• [Task objective]
Check each line of the entries below for the word "then" and state only how many lines have it.

• [Data listing]
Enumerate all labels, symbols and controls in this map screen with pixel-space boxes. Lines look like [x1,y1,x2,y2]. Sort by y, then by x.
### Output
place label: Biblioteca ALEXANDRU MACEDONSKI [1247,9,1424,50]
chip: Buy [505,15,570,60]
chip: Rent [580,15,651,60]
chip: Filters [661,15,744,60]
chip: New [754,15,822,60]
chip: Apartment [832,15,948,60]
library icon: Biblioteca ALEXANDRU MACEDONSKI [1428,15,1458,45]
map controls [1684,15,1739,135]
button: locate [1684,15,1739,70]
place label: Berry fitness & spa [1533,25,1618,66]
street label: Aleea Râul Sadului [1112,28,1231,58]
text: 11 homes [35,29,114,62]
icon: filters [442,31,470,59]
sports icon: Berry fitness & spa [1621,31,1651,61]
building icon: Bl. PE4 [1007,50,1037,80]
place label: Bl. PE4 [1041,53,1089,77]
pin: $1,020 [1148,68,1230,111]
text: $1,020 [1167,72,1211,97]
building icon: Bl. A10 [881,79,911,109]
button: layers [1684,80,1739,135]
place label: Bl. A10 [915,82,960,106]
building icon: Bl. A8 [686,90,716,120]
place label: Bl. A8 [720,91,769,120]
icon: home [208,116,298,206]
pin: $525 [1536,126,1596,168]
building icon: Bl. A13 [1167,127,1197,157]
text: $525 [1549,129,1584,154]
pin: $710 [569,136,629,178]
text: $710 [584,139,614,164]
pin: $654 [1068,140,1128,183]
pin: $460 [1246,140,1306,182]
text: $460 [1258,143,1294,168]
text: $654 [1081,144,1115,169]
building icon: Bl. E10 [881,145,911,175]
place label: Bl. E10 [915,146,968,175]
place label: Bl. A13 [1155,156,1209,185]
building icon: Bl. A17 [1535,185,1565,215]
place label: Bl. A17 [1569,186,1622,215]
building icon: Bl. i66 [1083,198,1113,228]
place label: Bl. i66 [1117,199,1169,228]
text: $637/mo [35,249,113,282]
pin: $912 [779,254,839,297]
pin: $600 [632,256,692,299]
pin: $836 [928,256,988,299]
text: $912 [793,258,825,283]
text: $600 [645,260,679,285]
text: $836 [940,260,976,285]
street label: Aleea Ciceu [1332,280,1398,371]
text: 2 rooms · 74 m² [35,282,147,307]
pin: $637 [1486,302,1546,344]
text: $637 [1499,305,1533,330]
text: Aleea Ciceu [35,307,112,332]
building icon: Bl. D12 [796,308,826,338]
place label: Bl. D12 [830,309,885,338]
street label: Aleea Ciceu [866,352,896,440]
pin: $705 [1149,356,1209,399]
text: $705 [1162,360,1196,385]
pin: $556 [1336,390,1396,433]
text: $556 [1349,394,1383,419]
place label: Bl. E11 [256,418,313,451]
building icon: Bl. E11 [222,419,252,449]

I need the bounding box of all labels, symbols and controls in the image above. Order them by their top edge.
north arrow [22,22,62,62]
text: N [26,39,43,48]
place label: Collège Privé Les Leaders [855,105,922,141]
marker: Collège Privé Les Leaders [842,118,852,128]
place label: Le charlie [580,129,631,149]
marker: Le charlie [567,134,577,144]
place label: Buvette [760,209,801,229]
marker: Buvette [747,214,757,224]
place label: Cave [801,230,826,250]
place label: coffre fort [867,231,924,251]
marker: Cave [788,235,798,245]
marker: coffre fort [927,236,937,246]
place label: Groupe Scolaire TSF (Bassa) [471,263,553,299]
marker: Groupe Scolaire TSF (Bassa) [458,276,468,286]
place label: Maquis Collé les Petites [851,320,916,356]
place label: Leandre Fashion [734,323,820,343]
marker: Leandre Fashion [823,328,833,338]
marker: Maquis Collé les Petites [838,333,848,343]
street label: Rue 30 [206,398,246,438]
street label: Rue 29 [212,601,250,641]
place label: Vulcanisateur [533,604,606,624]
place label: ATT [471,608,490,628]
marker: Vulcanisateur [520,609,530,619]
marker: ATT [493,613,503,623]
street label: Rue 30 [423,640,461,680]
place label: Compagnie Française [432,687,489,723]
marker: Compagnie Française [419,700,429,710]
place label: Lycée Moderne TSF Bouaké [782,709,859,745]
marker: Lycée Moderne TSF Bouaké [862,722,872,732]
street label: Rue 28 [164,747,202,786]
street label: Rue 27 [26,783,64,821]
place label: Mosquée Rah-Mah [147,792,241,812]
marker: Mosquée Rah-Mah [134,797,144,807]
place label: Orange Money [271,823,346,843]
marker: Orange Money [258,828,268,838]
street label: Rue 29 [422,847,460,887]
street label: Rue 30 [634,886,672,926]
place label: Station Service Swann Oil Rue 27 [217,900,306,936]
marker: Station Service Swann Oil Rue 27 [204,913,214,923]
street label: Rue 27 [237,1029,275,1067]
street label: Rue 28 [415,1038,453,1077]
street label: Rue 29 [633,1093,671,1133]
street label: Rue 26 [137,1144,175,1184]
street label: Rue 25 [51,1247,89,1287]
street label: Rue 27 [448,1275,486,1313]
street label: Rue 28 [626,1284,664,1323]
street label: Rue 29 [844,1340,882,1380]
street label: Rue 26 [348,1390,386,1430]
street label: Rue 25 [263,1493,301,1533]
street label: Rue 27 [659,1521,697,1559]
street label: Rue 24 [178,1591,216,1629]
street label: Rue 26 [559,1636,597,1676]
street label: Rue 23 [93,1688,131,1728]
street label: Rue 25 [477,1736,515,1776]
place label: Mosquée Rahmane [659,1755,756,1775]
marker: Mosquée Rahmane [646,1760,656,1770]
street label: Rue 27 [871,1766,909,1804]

...

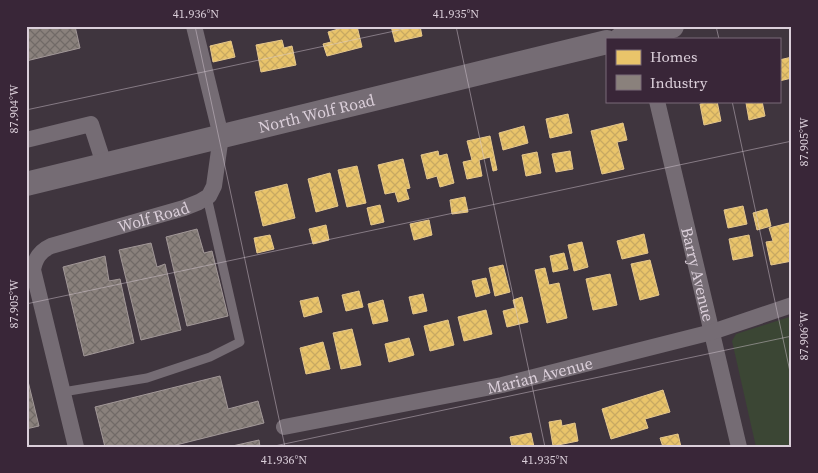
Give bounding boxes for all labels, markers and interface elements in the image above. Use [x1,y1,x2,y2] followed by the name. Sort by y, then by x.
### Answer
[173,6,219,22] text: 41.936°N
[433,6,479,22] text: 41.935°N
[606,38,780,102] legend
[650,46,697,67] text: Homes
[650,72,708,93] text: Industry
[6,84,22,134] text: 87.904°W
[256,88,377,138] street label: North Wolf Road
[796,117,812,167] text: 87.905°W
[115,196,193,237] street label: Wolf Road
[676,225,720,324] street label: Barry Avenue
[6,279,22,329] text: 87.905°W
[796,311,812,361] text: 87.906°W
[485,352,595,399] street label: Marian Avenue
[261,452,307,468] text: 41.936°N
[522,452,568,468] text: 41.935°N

• [Result for this task]
2